Abstract

Abstract 1. To elucidate the influence of the diabetic state on desensitization of nicotinic acetylcholine (ACh) receptor channels, we investigated the time course of the decrease in amplitude of ACh potentials elicited by iontophoretic application to isolated diaphragm muscle of streptozotocin-diabetic mice.
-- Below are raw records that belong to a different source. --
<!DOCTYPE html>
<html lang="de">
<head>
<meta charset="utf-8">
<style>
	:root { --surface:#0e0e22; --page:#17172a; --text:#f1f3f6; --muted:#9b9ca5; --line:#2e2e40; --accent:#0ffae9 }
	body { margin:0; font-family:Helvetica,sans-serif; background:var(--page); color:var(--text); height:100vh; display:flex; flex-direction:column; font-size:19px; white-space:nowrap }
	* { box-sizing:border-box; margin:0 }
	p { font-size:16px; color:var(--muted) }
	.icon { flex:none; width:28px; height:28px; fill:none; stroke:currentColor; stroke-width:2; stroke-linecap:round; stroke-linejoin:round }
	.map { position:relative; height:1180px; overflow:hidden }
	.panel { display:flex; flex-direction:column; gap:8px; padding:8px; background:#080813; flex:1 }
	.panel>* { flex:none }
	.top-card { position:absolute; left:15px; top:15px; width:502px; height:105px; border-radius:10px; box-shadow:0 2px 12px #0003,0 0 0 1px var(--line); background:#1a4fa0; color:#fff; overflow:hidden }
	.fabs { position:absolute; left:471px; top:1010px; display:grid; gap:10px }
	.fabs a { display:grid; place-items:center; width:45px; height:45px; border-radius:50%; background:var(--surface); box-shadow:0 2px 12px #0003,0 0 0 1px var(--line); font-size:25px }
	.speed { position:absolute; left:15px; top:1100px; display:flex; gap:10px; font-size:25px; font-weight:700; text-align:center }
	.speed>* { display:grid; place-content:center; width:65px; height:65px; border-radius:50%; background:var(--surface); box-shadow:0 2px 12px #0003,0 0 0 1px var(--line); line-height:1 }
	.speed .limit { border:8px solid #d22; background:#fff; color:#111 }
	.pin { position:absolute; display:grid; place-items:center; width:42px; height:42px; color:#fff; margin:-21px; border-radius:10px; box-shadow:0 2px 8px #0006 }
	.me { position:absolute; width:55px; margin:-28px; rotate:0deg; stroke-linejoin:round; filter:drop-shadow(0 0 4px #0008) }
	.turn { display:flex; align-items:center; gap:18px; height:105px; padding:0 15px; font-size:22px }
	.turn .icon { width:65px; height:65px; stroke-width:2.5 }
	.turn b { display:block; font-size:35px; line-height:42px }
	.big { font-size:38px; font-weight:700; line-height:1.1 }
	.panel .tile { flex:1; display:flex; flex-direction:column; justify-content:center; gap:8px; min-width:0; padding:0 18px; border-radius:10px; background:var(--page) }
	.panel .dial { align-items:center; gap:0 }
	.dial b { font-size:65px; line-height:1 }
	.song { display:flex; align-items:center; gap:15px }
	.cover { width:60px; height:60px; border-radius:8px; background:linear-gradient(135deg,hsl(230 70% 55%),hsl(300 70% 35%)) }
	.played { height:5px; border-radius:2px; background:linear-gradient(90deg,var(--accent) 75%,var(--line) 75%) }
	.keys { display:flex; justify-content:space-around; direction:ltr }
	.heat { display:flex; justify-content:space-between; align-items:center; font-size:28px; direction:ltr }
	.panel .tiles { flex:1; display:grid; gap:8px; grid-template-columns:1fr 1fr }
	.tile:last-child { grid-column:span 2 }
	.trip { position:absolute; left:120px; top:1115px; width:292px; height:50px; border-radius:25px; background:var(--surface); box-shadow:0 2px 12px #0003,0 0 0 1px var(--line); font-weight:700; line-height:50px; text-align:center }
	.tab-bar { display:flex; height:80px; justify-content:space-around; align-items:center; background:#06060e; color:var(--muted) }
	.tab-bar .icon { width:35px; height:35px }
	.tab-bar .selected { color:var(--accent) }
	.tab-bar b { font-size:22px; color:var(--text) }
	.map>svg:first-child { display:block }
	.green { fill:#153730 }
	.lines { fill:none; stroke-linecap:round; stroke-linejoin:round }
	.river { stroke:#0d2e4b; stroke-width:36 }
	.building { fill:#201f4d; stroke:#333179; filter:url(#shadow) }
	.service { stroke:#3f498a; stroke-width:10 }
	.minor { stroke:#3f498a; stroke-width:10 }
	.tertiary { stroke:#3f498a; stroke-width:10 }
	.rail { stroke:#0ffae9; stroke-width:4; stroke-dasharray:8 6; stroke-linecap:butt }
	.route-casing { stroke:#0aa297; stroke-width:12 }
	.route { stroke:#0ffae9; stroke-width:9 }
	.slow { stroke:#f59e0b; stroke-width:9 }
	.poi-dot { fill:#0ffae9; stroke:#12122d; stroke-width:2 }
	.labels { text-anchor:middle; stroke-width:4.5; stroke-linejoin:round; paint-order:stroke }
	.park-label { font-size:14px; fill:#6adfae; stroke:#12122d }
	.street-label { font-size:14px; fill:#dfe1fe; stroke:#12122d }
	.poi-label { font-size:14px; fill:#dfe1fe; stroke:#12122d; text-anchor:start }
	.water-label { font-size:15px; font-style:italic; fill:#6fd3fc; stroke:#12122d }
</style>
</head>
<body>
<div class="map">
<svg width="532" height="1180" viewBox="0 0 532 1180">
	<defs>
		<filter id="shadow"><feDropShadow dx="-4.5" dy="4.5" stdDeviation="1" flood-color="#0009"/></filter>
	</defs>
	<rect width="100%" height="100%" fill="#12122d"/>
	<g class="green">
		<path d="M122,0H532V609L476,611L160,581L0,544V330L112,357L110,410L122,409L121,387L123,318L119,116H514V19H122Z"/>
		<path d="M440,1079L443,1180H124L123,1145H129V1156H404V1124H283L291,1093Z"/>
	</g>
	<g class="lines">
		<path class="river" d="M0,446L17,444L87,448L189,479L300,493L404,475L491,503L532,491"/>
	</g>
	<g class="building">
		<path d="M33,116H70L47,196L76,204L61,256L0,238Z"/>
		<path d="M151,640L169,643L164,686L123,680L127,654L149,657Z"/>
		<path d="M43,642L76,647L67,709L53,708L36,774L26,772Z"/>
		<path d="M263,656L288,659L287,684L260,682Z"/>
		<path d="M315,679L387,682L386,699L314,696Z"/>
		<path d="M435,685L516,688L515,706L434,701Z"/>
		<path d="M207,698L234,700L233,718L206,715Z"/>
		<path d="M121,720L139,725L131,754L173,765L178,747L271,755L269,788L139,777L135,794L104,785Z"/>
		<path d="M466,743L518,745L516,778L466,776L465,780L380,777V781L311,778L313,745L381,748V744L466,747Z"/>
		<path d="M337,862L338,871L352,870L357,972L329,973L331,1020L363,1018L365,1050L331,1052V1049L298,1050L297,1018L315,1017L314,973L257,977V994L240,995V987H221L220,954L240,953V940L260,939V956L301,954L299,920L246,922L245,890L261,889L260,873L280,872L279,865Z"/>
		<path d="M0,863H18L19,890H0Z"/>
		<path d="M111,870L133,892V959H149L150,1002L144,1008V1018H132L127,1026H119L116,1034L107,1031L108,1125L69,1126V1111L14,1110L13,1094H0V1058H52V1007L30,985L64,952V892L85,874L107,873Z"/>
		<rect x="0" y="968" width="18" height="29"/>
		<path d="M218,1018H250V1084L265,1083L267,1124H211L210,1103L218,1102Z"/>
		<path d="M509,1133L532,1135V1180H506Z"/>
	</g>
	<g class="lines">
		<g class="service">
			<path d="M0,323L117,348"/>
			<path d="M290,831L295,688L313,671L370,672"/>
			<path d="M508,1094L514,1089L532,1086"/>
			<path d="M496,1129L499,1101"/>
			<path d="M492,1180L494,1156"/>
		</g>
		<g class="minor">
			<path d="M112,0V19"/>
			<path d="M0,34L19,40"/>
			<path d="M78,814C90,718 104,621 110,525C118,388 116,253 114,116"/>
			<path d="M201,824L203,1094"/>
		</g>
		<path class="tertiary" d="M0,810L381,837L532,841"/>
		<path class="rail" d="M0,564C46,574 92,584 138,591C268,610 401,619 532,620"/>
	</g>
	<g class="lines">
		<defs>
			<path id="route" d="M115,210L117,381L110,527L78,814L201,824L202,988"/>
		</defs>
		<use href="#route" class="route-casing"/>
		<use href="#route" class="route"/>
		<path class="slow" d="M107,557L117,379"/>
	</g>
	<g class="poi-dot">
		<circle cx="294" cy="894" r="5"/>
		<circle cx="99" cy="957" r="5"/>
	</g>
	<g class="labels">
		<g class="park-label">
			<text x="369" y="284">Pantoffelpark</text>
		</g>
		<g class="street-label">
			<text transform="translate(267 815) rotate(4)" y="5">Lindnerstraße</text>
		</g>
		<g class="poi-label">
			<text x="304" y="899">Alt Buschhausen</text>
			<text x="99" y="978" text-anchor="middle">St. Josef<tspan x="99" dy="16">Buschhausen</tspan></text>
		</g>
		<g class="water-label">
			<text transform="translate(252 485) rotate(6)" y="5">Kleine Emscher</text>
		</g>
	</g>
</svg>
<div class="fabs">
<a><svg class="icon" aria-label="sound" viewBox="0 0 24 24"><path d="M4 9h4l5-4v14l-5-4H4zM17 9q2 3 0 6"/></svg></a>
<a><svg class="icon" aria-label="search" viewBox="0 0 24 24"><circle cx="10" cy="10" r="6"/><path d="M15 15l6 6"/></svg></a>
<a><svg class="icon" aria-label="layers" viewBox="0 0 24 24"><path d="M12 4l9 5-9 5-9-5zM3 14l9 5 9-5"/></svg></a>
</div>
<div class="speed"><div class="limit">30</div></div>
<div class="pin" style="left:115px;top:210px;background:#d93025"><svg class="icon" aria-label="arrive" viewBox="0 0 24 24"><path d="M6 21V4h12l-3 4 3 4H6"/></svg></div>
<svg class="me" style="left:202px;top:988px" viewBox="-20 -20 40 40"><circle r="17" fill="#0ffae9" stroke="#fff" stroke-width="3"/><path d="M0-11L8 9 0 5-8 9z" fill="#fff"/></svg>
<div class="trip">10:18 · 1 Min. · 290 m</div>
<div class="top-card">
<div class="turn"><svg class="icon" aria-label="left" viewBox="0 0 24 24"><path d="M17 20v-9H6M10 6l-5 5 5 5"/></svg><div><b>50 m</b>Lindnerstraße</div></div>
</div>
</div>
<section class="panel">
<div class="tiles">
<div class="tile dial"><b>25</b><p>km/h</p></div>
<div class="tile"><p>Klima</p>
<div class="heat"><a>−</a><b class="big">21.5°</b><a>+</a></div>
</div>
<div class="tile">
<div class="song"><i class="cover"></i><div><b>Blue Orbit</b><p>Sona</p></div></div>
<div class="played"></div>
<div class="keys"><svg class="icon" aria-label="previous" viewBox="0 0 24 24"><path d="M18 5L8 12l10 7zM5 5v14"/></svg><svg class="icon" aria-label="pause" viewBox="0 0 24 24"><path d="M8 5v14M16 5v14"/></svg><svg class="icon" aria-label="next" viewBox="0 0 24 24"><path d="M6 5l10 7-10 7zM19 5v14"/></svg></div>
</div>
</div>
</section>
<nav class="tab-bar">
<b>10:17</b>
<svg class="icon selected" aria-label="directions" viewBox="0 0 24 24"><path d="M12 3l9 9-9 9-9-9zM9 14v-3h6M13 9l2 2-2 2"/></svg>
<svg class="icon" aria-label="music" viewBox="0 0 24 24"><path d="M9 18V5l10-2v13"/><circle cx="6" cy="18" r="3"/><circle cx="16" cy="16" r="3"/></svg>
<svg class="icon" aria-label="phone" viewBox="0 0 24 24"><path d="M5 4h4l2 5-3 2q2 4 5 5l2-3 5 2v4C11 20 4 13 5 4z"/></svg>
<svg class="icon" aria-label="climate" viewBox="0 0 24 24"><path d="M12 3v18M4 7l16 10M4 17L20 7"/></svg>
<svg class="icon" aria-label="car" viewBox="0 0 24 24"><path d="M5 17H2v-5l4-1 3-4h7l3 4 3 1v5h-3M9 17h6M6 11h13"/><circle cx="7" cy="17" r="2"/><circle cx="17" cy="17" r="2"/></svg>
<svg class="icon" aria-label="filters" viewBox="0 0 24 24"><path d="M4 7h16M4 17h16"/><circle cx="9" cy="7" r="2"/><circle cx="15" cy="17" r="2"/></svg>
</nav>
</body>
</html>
We also investigated time- and extracellular Ca(2+)-dependent changes in the channel opening frequency of ACh-activated channel currents and the involvement of protein kinases by use of the cell-attached patch clamp technique in single skeletal muscle cells. 2. When ACh potentials were evoked at 10 Hz, the decline in trains of ACh potentials was accelerated in the diabetic state. 3. The time-dependent decrease in the channel opening frequency of diabetic muscle cells was greatly accelerated compared with normal cells in 2.5 mM Ca2+ medium. 4. This accelerated decrease in channel opening frequency was restored by pretreatment with a protein kinase C inhibitor, staurosporine (10 nM) but neither a protein kinase A inhibitor, H-89 (3 microM) nor a calmodulin kinase II inhibitor, KN-62 (5 microM) were able to restore the fall in opening frequency. 5. These results demonstrate that in the diabetic state the desensitization of nicotinic ACh receptor channels may be greatly accelerated by activating protein kinase C, which is caused by an increase in the amount of available intracellular Ca2+.